すべてのパラメーターが矛盾——「出来すぎ」全固体電池は本物か?

5分で充電、10万サイクルの寿命、リチウムイオンより低コスト。無名のフィンランド企業が発表した全固体電池の性能は、あまりにも出来すぎていた。第三者試験で高速充電は実証されたが、残りの主張を裏付ける証拠はまだない。 by Casey Crownhart2026.02.27

この記事の3つのポイント
  1. フィンランドのドーナツ・ラボが大規模生産可能な全固体電池技術を発表し、超高速充電と高エネルギー密度を実現すると主張
  2. 同社の性能主張は既存技術の物理的制約と矛盾するとして多くの専門家が懐疑的な見方を示し、技術詳細の開示不足を指摘
  3. 第三者試験で高速充電性能の一部が実証されたものの、他の性能指標との両立性や実用化への道筋は依然として不透明
summarized by Claude 3

企業がバッテリーの「聖杯」とも言えるものを開発したと主張すれば、当然ながら疑問が生じるものである。

フィンランドの企業ドーナツ・ラボ(Donut Lab)が先月、大規模生産に対応可能な新しい全固体電池技術を発表して以来、関心が高まっている。
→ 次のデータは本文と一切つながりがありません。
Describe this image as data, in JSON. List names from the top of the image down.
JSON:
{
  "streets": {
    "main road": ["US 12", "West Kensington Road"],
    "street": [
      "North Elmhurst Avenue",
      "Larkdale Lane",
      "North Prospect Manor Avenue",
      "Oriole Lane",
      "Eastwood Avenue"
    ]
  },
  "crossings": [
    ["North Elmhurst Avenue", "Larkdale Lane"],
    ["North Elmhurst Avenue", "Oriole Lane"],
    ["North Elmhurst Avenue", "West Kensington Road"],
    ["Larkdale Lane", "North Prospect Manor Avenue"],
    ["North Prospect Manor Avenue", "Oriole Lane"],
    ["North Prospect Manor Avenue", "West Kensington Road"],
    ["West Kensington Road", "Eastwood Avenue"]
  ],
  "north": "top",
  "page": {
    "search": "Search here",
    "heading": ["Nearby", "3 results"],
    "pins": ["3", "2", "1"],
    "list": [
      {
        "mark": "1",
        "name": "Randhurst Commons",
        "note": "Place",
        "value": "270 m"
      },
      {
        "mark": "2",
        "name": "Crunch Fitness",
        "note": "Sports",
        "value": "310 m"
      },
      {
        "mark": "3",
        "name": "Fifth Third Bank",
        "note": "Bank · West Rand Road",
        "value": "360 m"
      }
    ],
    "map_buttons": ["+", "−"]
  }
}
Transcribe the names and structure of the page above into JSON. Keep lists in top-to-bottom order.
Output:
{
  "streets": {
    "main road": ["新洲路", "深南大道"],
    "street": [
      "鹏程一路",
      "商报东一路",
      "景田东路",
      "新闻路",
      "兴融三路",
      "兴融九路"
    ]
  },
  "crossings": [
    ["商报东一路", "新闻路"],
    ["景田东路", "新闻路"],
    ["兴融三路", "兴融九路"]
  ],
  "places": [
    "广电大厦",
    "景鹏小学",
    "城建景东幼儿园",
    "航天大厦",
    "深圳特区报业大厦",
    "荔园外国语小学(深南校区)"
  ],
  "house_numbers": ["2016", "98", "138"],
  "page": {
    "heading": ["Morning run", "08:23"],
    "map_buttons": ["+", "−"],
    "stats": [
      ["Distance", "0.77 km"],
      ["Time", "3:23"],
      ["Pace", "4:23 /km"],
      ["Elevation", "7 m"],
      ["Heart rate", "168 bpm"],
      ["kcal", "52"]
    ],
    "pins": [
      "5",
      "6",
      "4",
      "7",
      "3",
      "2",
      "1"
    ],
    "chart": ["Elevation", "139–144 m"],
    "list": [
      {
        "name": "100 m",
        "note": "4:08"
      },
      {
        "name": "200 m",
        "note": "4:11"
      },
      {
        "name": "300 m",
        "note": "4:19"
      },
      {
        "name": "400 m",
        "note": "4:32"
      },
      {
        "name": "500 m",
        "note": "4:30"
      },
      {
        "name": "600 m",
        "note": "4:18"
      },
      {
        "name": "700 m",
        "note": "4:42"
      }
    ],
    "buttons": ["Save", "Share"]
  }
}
同社によれば、この電池は超高速で充電でき、高いエネルギー密度を備えているため、超長距離走行が可能な電気自動車(EV)の実現につながるという。さらに、極端な高温および低温環境でも安全に動作し、「環境に優しく豊富に存在する材料」を使用しており、現在のリチウムイオン電池よりも低コストになると主張している。

なんとも驚くべき話である。これはEV業界を変革し得る技術だ。しかし、多くの人がすぐに、あまりにも出来すぎた話ではないかと疑問を抱いた。現在、ドーナツ・ラボは、自社技術にいわば「秘訣」があることを証明するとして、一連の動画を公開している。なぜこの企業が注目を浴びているのか、なぜ多くの専門家が懐疑的なのか。そしてそれが現在のバッテリー業界にとって何を意味するのかを詳しく見ていこう。

全固体電池は、次世代EVを実現する可能性を秘めている。液体電解質(電池内部でイオンが移動する媒体)の代わりに固体材料を用いるため、よりコンパクトな設計が可能である。これは航続距離の大幅な延長を意味し、より多くの人々がEVに関心を持つ契機となり得る。

問題は、これらの電池を実用レベルで機能させ、EV業界が求める規模で量産することが容易ではない点にある。世界有数の自動車メーカーや電池メーカーの一部は、この技術を実用化するために何年も取り組んできた(トヨタはかつて、2020年までに全固体電池搭載車を投入するとしていたが、現在は2027年から2028年を目標としている)。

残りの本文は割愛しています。